WORK REQUIRED » For each line below with the word "Pepin", write out a copy.

▬▬▬▬▬▬

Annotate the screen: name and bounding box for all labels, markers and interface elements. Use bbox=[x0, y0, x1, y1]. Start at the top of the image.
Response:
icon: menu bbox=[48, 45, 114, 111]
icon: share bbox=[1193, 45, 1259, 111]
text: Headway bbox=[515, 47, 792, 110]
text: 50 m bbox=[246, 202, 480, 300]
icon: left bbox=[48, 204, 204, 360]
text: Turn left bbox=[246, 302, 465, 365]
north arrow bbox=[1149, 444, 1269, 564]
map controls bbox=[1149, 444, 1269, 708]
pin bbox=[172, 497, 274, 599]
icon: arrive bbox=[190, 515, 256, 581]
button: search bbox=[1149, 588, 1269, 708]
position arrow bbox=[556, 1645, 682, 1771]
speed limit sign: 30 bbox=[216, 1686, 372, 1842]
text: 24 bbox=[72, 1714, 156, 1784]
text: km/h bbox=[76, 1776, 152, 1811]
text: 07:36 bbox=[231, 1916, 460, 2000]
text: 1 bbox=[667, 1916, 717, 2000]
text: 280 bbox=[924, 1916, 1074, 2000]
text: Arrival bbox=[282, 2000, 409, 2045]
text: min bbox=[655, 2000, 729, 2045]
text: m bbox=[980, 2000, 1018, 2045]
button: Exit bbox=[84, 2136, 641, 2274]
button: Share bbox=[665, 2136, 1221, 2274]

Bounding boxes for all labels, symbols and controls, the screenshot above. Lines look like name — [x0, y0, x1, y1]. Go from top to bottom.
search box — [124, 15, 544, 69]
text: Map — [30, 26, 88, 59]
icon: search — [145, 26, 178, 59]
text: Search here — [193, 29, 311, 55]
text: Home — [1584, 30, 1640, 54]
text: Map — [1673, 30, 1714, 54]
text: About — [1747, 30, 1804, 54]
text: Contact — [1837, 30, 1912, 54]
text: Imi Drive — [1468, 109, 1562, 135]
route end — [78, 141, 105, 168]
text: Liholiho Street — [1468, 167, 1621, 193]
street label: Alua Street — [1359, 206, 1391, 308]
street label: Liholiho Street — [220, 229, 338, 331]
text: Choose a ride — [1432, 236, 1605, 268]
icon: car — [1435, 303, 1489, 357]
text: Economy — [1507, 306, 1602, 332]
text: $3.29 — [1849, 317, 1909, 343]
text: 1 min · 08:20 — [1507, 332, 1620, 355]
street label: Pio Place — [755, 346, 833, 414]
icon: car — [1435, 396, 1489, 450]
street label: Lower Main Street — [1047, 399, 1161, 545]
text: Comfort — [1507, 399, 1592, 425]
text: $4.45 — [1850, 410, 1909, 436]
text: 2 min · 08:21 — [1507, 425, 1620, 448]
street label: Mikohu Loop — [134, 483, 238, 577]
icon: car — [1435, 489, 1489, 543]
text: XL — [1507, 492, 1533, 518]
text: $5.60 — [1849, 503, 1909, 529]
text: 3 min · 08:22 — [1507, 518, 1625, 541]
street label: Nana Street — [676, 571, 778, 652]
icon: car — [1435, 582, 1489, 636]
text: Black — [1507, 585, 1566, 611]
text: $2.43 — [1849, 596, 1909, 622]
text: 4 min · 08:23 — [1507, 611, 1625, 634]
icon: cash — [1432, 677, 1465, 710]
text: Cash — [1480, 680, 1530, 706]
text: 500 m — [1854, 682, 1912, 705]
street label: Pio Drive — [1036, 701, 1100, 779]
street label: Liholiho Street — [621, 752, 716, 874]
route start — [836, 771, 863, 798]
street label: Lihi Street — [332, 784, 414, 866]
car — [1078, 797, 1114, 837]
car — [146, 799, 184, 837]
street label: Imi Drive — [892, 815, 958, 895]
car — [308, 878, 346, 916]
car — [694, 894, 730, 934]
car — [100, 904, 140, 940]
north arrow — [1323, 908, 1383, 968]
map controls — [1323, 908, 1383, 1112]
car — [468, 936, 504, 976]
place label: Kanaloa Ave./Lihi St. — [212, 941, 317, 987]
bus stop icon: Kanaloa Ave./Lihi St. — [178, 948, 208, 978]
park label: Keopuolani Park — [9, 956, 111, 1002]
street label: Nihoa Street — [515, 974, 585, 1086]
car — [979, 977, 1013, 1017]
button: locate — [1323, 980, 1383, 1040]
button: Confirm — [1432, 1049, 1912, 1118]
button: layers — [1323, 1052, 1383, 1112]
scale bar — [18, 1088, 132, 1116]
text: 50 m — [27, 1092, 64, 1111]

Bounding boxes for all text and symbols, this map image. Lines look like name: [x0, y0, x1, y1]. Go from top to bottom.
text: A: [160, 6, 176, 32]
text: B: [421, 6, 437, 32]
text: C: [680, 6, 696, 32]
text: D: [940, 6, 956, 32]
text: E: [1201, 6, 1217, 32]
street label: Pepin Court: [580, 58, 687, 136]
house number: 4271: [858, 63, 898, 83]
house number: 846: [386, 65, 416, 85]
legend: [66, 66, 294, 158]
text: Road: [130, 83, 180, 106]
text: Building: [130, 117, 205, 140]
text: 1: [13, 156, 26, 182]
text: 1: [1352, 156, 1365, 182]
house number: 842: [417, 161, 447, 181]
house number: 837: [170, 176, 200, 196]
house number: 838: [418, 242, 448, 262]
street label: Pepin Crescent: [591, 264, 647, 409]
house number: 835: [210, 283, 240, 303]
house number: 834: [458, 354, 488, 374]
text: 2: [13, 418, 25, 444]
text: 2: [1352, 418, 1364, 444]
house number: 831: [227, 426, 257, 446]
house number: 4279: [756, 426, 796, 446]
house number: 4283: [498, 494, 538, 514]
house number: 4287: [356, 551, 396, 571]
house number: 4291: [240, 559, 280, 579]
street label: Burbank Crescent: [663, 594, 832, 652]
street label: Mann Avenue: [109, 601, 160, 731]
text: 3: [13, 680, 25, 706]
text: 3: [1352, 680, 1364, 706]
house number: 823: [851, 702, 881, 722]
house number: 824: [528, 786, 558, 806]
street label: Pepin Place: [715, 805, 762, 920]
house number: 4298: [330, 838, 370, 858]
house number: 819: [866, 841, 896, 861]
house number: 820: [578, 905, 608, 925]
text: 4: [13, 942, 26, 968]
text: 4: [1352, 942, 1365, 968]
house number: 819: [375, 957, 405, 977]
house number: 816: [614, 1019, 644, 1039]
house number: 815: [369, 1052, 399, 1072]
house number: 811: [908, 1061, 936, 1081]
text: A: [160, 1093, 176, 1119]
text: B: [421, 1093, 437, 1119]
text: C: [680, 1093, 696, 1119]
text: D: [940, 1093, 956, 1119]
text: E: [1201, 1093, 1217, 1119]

▬▬▬▬▬▬

RESULT »
street label: Pepin Court: [580, 58, 687, 136]
street label: Pepin Crescent: [591, 264, 647, 409]
street label: Pepin Place: [715, 805, 762, 920]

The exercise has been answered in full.